I.Dünya Savaşı yıllarında Ruslar tarafından işgal edilen Ayasofya, askeri karargah, hastane, depo ve savaştan sonra yine cami olarak kullanılmıştır. 1958-1962 yılları arasında Edinburg Üniversitesi ve Vakıflar Genel Müdürlüğü işbirliği ile restore edilerek, 1964 yılında müzeye çevrilmiştir.
ATATÜRK KÖŞKÜ
Soğuksu semtinde küçük bir çam korusu içinde yer alıp 20.yüzyılın hemen başında yaptırılmış, Atatürk 1934 ve 1937 yıllarında Trabzon’u ziyaretlerinde bu köşkte konuk edilmiştir.
Onun ölümünden sonra Trabzon Belediyesi tarafından, dönemde kullanılan eşyalarla dekore edilerek, Atatürk Müzesi olarak ziyarete açılmıştır.Avrupa mimari tarzında inşa edilen köşk üç + yarım karataş bir yapıdır. Dıştaki taşkın saçaklarda ahşap, içte tavanlarda alçı süslemelere yer verilmiştir.
Ulu önderimiz Mustafa Kemal ATATÜRK 1937 yılında vasiyetnamesinin bir bölümünü bu konakta yazmıştır.
SPOR
Halen İl Merkezinde 32.000 kapasiteli (Hüseyin Avni AKER) stadyum mevcut olup, İl genelinde 3 adet stat, 3 adet çim, 12 adet toprak yüzeyli futbol sahası, 11 adet spor salonu, 1 adet kapalı yüzme havuzu, 1 adet atış poligonu, 5 adet kapalı spor salonu ve 131 spor kulübü vardır. Sporun çeşitli branşlarında 7.733 sporcu, 415 hakem ve 15 antrenör görev almaktadır.

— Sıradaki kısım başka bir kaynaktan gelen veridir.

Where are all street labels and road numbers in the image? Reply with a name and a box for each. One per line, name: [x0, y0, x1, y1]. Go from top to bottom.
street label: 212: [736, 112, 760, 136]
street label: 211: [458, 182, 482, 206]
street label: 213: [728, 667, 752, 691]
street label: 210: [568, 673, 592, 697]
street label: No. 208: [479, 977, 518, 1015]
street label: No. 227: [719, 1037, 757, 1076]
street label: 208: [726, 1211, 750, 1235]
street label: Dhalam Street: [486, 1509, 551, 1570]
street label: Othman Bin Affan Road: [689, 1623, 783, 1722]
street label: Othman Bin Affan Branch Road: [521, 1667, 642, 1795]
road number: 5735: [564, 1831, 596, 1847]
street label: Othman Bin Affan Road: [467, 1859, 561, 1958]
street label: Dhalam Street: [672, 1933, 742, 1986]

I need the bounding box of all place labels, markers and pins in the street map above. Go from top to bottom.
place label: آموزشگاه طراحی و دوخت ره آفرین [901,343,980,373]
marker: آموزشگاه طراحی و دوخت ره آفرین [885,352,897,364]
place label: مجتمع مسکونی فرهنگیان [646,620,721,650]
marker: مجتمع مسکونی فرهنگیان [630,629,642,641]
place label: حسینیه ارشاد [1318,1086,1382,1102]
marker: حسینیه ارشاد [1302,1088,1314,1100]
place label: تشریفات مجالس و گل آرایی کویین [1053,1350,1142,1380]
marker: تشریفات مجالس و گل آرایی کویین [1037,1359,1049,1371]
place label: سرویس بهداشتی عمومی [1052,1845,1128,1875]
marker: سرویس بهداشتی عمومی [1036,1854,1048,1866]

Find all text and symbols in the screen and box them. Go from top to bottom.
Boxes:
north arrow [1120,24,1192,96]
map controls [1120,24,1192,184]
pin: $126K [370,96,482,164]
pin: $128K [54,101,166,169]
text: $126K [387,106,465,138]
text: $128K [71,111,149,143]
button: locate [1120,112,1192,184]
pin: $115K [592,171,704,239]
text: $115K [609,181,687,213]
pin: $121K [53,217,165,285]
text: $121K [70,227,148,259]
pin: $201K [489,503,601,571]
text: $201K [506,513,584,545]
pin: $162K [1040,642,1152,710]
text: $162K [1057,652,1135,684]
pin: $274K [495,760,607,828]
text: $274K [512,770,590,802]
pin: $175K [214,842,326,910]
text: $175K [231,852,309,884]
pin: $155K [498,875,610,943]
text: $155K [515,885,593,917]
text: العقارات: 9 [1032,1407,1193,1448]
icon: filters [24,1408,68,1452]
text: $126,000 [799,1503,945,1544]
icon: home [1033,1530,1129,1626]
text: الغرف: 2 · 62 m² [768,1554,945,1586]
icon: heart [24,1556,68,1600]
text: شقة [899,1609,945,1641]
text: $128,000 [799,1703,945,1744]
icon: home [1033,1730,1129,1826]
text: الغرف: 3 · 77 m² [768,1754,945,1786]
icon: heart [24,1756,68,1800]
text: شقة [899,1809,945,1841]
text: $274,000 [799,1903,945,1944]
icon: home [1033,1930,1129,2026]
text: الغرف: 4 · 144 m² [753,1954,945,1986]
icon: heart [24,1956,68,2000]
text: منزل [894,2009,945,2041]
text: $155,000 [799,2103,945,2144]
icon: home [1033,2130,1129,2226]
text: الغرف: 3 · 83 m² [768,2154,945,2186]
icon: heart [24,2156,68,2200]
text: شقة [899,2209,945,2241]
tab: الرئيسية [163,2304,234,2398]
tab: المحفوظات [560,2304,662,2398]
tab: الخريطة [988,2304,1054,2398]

Trabzon'da spor denince şüphesiz ilk akla gelen futboldur. İlimizin tanıtımında çok önemli yer tutan futbol takımımız TRABZONSPOR gerek ülkemizde ve gerekse Avrupa'da elde ettiği büyük başarılardan dolayı İlimizin ve Ülkemizin tanıtımında önemli rol oynamaktadır. 2 Ağustos 1967 tarihinde Bordo-Mavi renklerle kurulan Trabzonspor 1973-1974 sezonunda Türkiye Birinci Ligine çıkmış ve bugüne kadar 6 kez 1. Lig Şampiyonluğu, 7 kez Federasyon Kupası, 7 kez Cumhurbaşkanlığı Kupası ve 5 kez de Başbakanlık Kupasını müzesine götürmüştür.
Ayrıca, İlimizin ilçe takımı olan Akçaabat Sebat Spor 2002-2003 sezonunda Birinci Süper Lige çıkmış ve halen bu lige mücadele etmektedir.
Avcılık, atıcılık, atletizm, basketbol, boks, güreş, judo, voleybol, hentbol, futbol ve su sporları dallarında spor faaliyetleri yapılmaktadır. Her dalda ülke çapında dereceler alan Trabzonlu sporcular futbolda da birçok başarılar kazanmışlar ve isimlerini yurt dışına taşırmışlardır.
KÜLTÜRÜN TARİHİ GELİŞİMİ
Bilinen tarihi geçmişi en az 4000 yıl öncesine dayanan Trabzon, konumu itibarıyla tarihin bütün evrelerinde tüm dünyanın ilgisini çekmiş ender kentlerden biridir. Coğrafi önemi, tam bir geçiş noktasında bulunması, değişik medeniyetlere ev sahipliği yapması Trabzon'u önemli kılan etkenlerin başında gelmektedir. Böylesine köklü geçmişe sahip bir kentin kültürel hayatı da renkli olmak zorundadır. Bir kere Trabzon bildiğimiz "kent kültürü"nü yüzyıllardan bu yana bünyesinde yaşatmaktadır. Ticari ve idari merkez olarak Trabzon'da yüzyılların ötesinden bu yana kurulu bulunan eğitim-kültür-ticaret merkezlerinin varlığı ketin etrafıyla birlikte canlı ve süregelen bir kültürel birikime sahip olduğunun göstergesidir.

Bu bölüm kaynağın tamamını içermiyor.